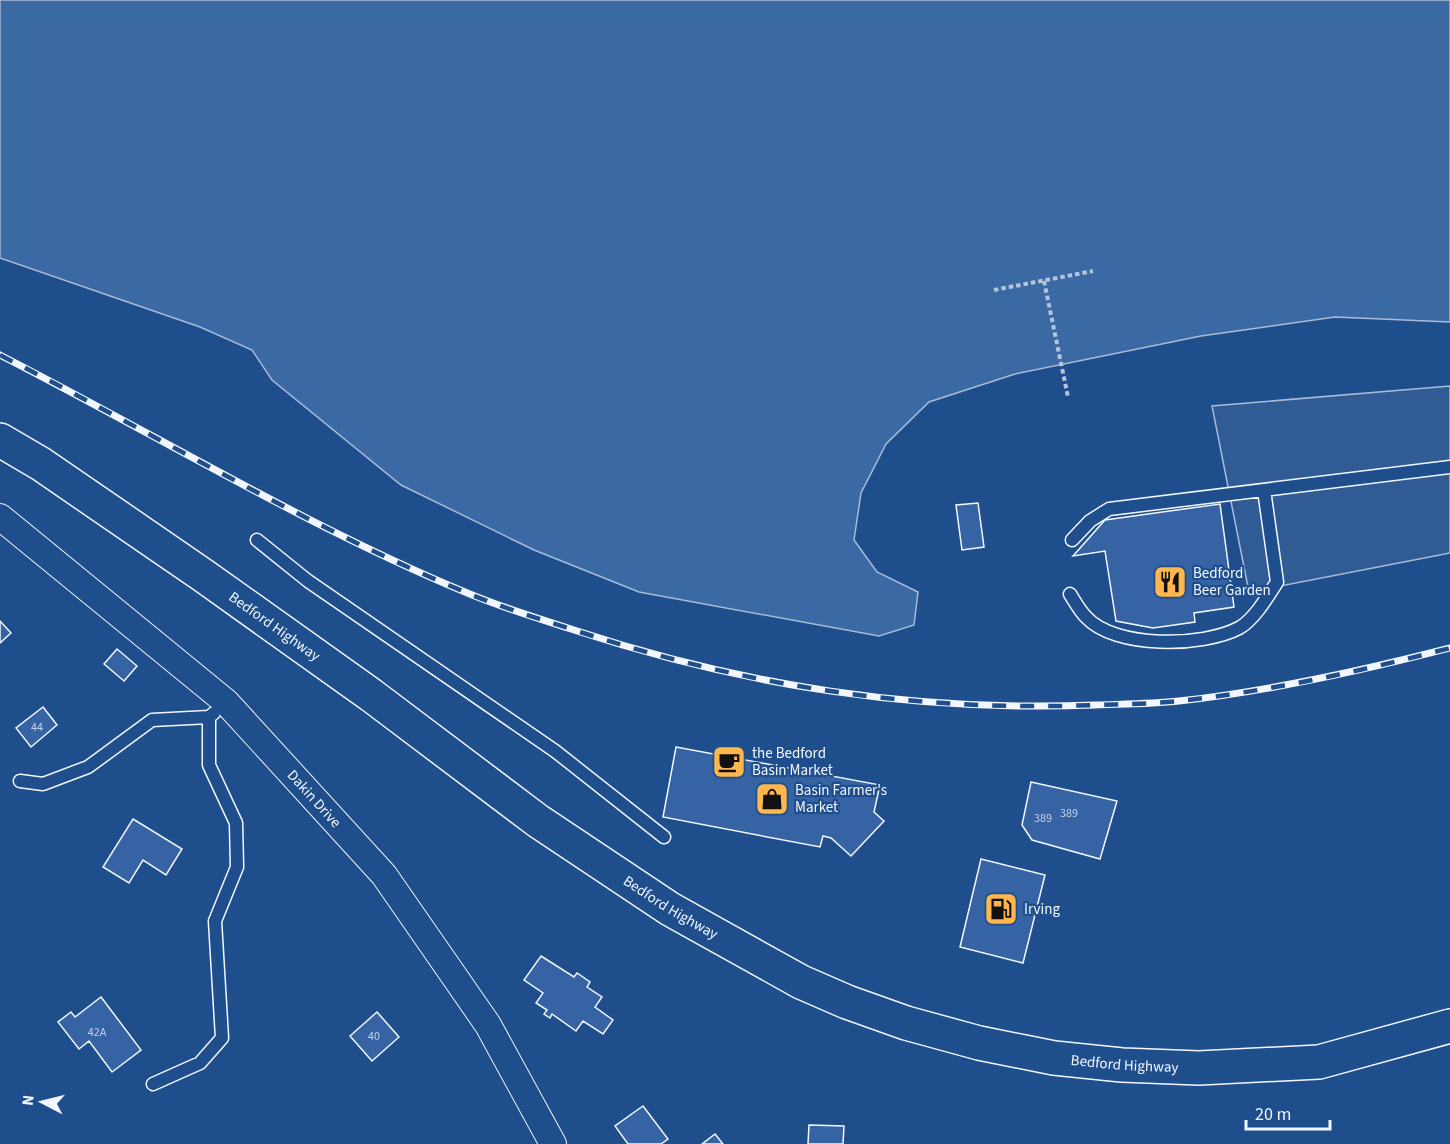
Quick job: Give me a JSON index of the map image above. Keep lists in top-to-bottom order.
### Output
{
  "streets": {
    "main road": ["Bedford Highway"],
    "street": ["Dakin Drive"]
  },
  "places": {
    "restaurant": ["Bedford Beer Garden"],
    "cafe": ["the Bedford Basin Market"],
    "shop": ["Basin Farmer's Market"],
    "fuel station": ["Irving"]
  },
  "house_numbers": [
    "44",
    "389",
    "389",
    "42A",
    "40"
  ],
  "scale_bar": "20 m",
  "north": "left"
}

**Brief:**
When you reach an image, pass over it, and retype all other material exactly.

**Exercise answer:**
Quick job: Give me a JSON index of the map image above. Keep lists in top-to-bottom order.
### Output
{
  "streets": {
    "main road": ["Bedford Highway"],
    "street": ["Dakin Drive"]
  },
  "places": {
    "restaurant": ["Bedford Beer Garden"],
    "cafe": ["the Bedford Basin Market"],
    "shop": ["Basin Farmer's Market"],
    "fuel station": ["Irving"]
  },
  "house_numbers": [
    "44",
    "389",
    "389",
    "42A",
    "40"
  ],
  "scale_bar": "20 m",
  "north": "left"
}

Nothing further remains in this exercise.